Josh Horowitz, Coalition to Stop Gun Violence: "Virginia is, 'let's sell it to somebody and let's not find out anything about them.' And I think in this case that may have led to a tragedy."
Ross: "As this undercover footage shows, it's possible to buy a handgun at a Virginia gun store with no waiting period and only what is called an instant background check. This footage was recorded by an undercover team sent to Virginia by the New York City Police Department, which says Virginia is the top source for illegal guns used in crimes committed in New York. The undercover team only had to produce two IDs and fill out a few forms in order to walk out of the store with a handgun."
Ray Kelly, New York City Police Commissioner: "It is, quite frankly, an easy state in which to buy a weapon. The philosophy is that it appears to be an entitlement to own a handgun."
Ross: "But many in Virginia like it that way. And, in fact, some think there should be more guns on campuses. Gun advocates actually brought a lawsuit last year when Virginia Tech and other schools made their campuses weapons-free. Now, some say that if students had been armed, they could have stopped the shootings sooner."
John Velleco, Gun Owners of America: "It's tragic to mandatorily disarm the citizenry and create these gun-free zones which are, in a sense, you know, give these deranged madmen easy targets."
Ross: "Until he walked on the campus with his weapons, everything about Cho's gun purchases was legal under current U.S. and Virginia laws."

Showcasing the same undercover video as Ross, on NBC's Dateline aired at 8pm EDT and re-run at 10pm EDT on MSNBC, Chris Hansen interjected a political policy point into a piece on how Cho Seung-Hui obtained the weapons, reported how "gun sales in Virginia have been more than a sticking point with gun control advocates."

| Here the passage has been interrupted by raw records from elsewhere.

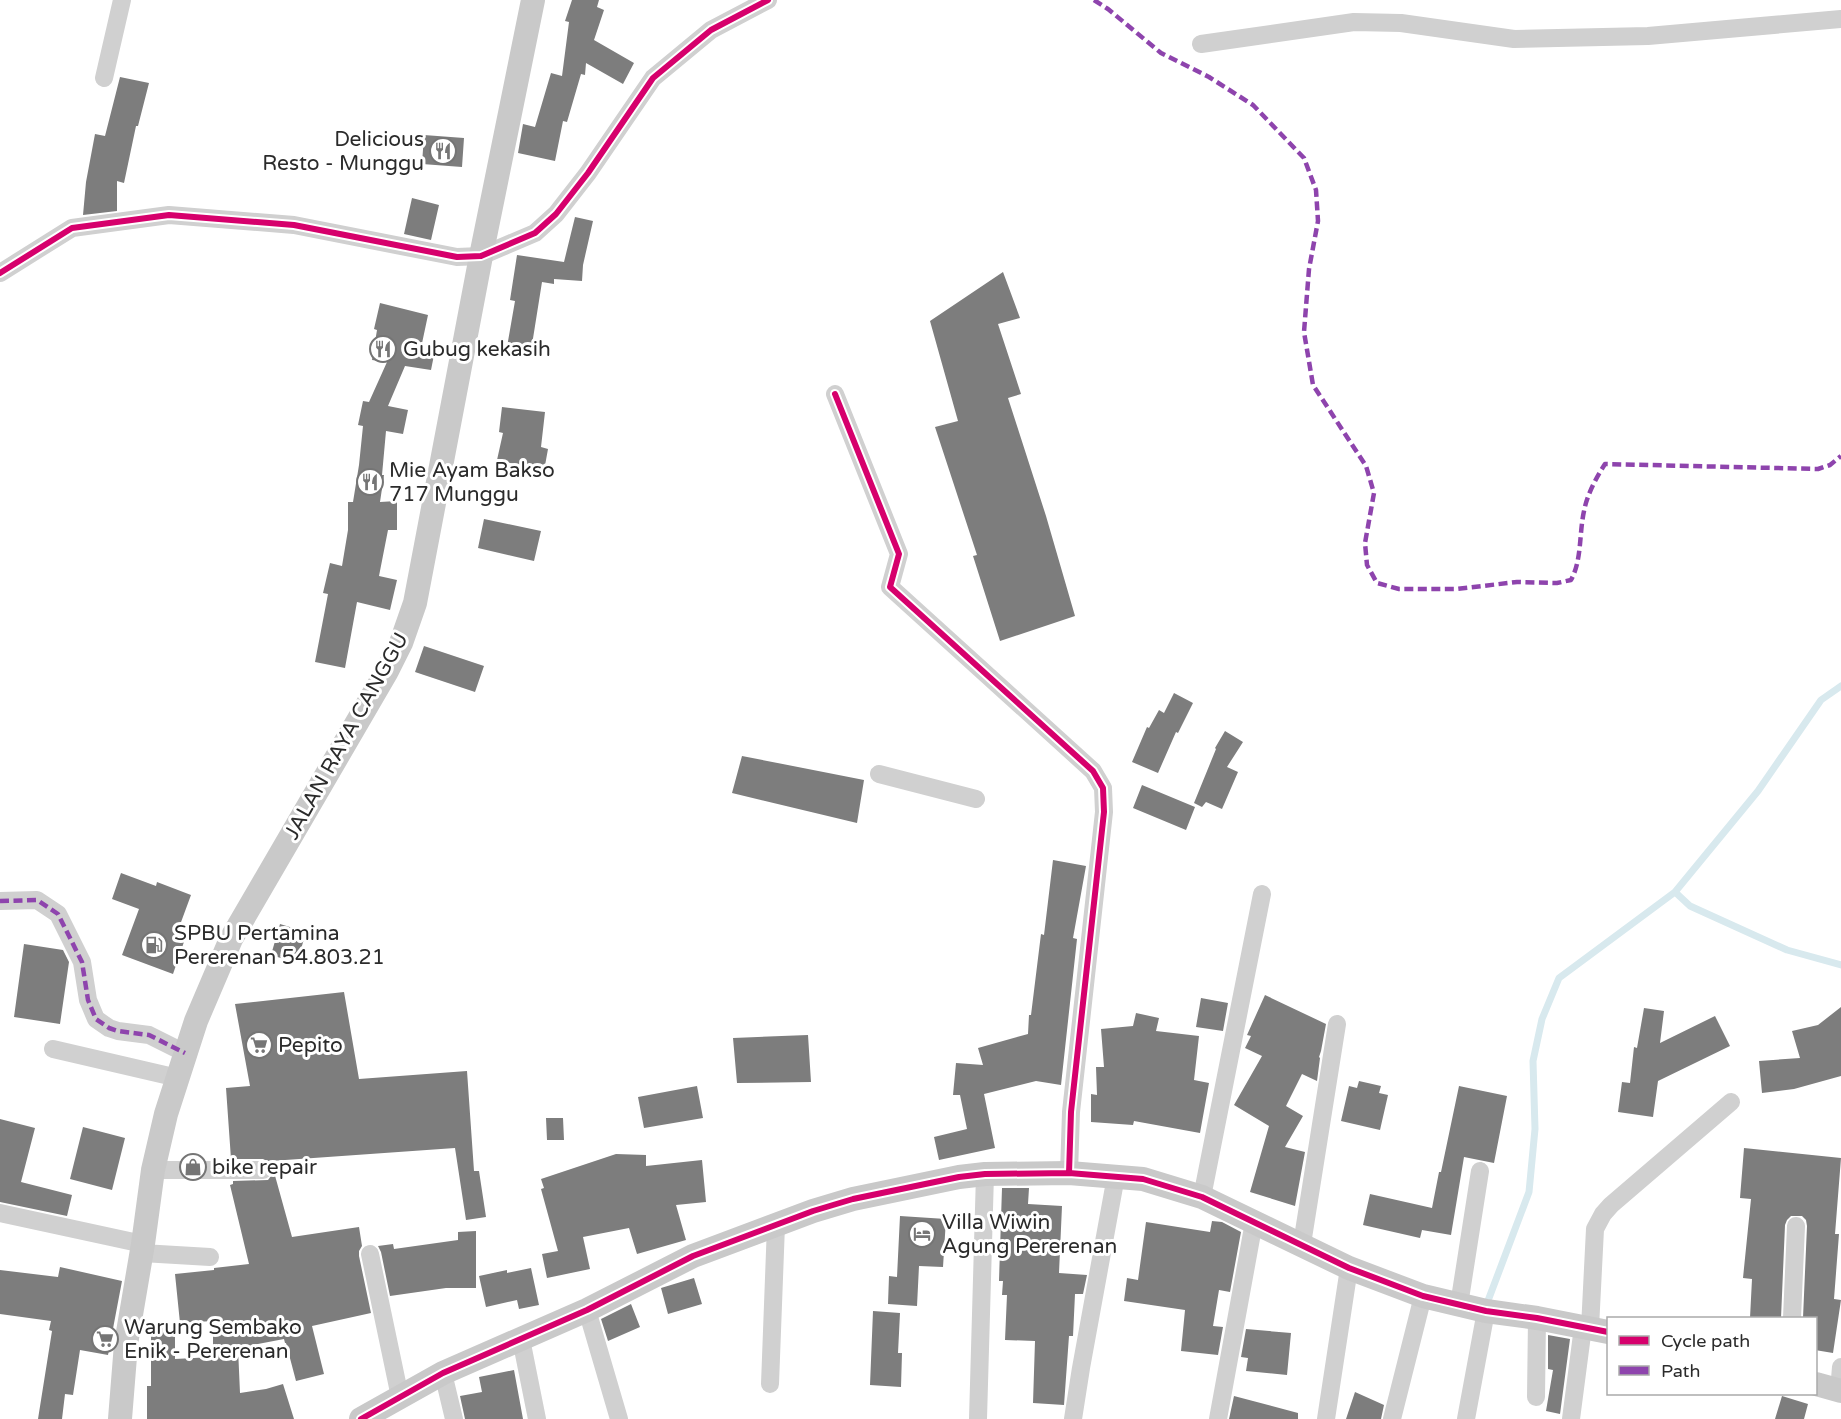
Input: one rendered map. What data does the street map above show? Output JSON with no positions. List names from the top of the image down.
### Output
{
  "streets": {
    "main road": ["JALAN RAYA CANGGU"]
  },
  "places": {
    "restaurant": ["Delicious Resto - Munggu", "Gubug kekasih", "Mie Ayam Bakso 717 Munggu"],
    "fuel station": ["SPBU Pertamina Pererenan 54.803.21"],
    "supermarket": ["Pepito", "Warung Sembako Enik - Pererenan"],
    "shop": ["bike repair"],
    "hotel": ["Villa Wiwin Agung Pererenan"]
  },
  "legend": ["Cycle path", "Path"]
}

A transcript of the gun control portion of Hansen's April 17 story: "Gun sales in Virginia have been more than a sticking point with gun control advocates, not to mention New York City. NBC News analyst Michael Sheehan oversaw counter-terrorism for the New York City Police Department and says many guns bought in Virginia end up on New York streets."
Michael Sheehan: "It's very easy to buy a handgun with basically simple identification and you have enough money and you're going to walk out with a handgun and ammunition."
Hansen over the same undercover video shown by ABC's Ross: "This video, shot in Virginia by investigators sent by the New York Mayor's office, shows just how easy it may have been for Cho to buy a gun."
[video of exchange between buyer and store clerk]
Hansen: "The investigators used a Virginia resident to purchase a gun that was clearly meant for someone else. That's a violation of the law. And in just a few minutes, the investigators walked out with a gun. In the Virginia Tech case, Cho purchased that 9 millimeter legally and earlier in February he bought a .22 caliber handgun at this local Blacksburg pawnshop. Now he was armed to the hilt...."

CNN Pursues Gun Control Angle Based on
Brady Campaign Spin

On Tuesday, the second day for its new hosts, CNN's American Morning, broadcasting live from the Virginia Tech campus, jumped almost immediately on the gun control angle, citing the Brady Campaign to Prevent Gun Violence. CNN correspondent Greg Hunter did two live reports on the guns that were used in the massacre, with the first coming a mere 6 minutes after the top of the 7am hour. Hunter asserted that Virginia is "a state that is pretty easy to get a handgun, according to the Brady Campaign to Prevent Gun Violence." In his second report, Hunter repeated the Brady Campaign's talking points about Virginia lacking a licence requirement and a waiting period. Hunter didn't bother with the take of gun rights advocates and seemed confused about the Virginia law since he reported that "at gun shows, they do have instant background checks to keep felons from getting guns," but 90 minutes later he insisted that "there's no checks at gun shows."

[This item is based on a posting, by Matthew Balan, on the MRC's NewsBusters blog: newsbusters.org ]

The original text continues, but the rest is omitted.